◎あの夜きみと出会ったから。



 ある街の小さな公園。ペンキの禿げたベンチにひとりの少女が座っていた。

 栗色の髪を両サイドで結った、大人しい顔立ちの少女だ。

 真夜中に近い夜の公園に、少女以外は誰もいない。


「やっぱり、夜はいいですね……」


 寂しそうな声で少女が呟く。少女には居場所がなかった。昼間誰もいない時間に家にいるぶんには平気だけれど、夜家にいると痛い目を見てしまう。自分がそこにいるだけで、あのふたりは暴力をふるってくるのだ。

 それがいやでいやで仕方なく、彼女は二人が帰ってくる前に家を抜け出しては、二人が寝静まるまで公園で過ごしていた。

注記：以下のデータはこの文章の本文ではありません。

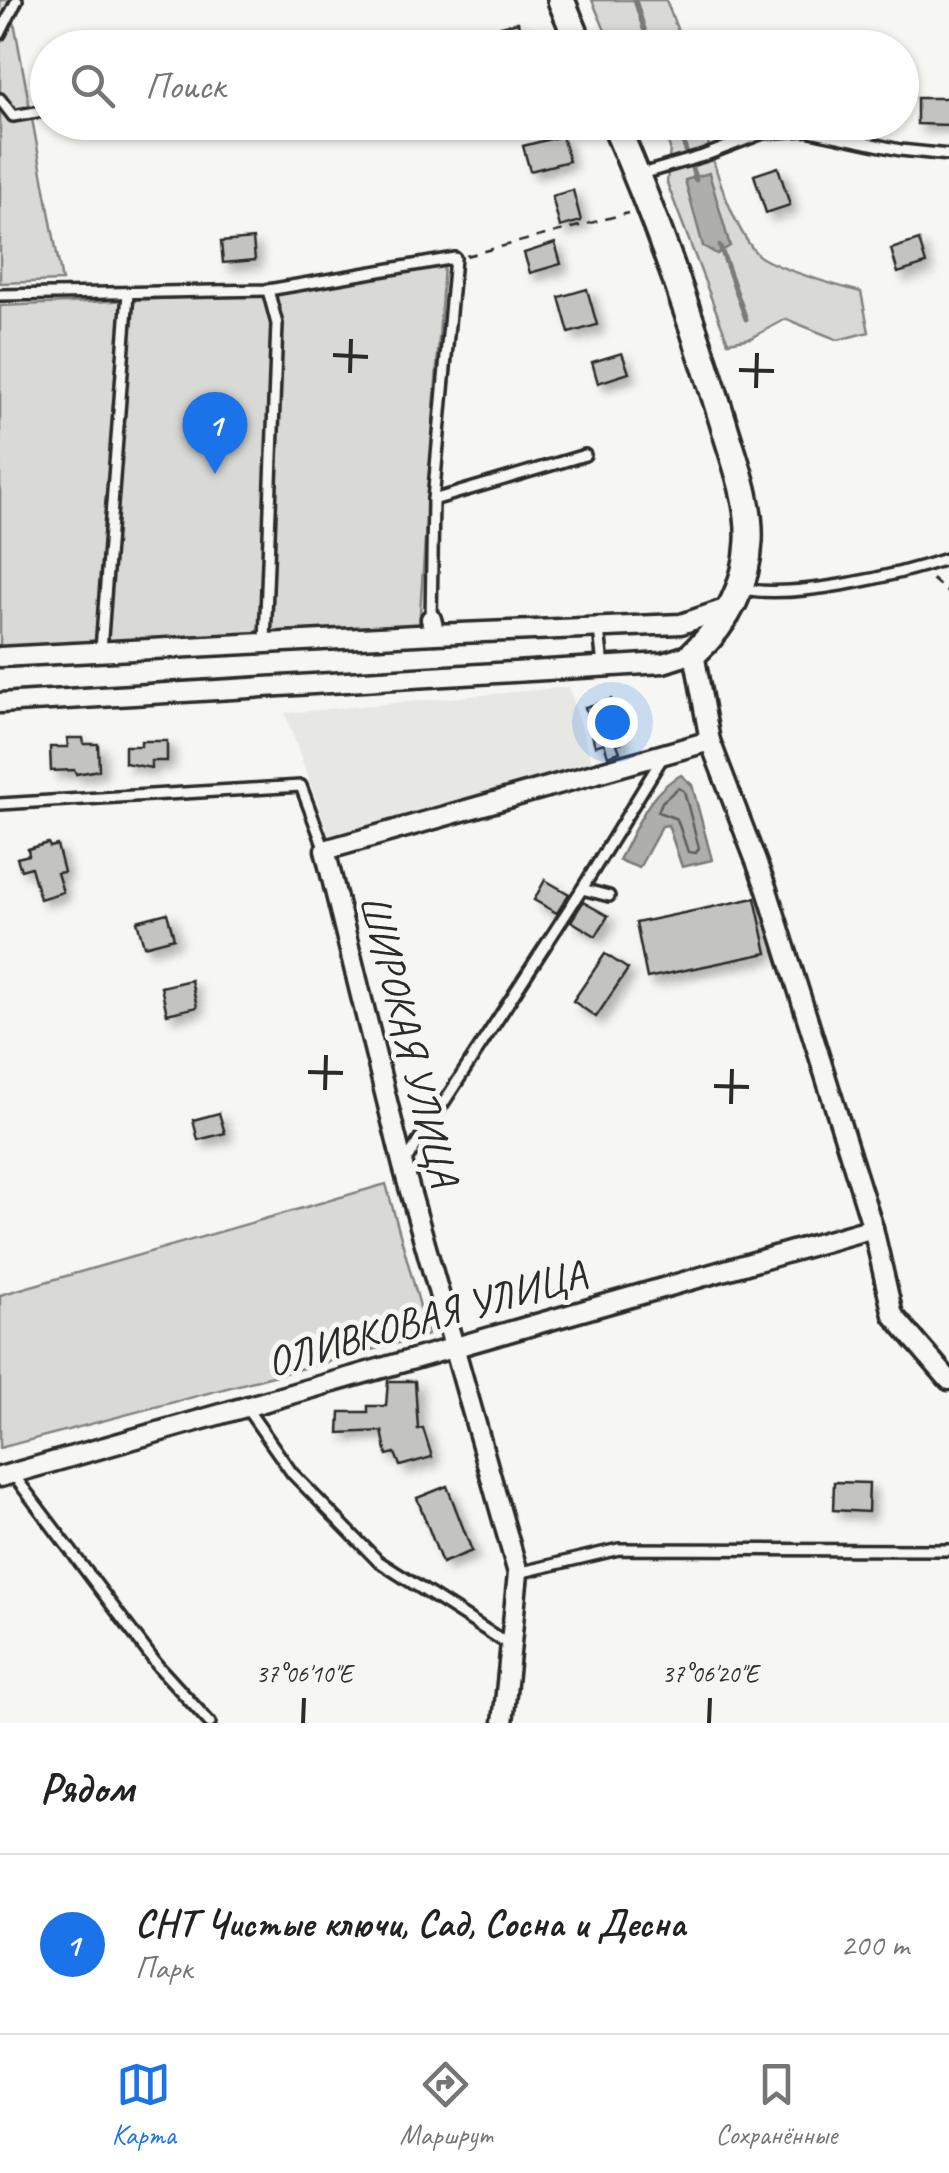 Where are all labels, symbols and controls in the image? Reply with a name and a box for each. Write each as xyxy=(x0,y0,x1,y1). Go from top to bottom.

 少女がいる公園はとても小さく、昼間ですら誰もいないことのほうが多い。それにいまは夜だ。少女以外は誰もいない。そのはずだった――。

 近くで、少年の声が響くまでは。


「僕も夜が好きだよ。夜にひとりで外にいると、この世界の人間すべてがいなくなったように感じて、余計なわずらわしさがなくなる」

「……でも、ひとりは寂しいですよ」

「そうだね。だから夜にひとりでいると気づくことができるんだ。他人の必要性……大切さをね」


 少年はふっ、と笑う。その横顔を見て、少女は驚いた。

 あまりにも美しい顔立ちの少年だったからだ。やわらかい茶髪が、それに相まって儚げに映る。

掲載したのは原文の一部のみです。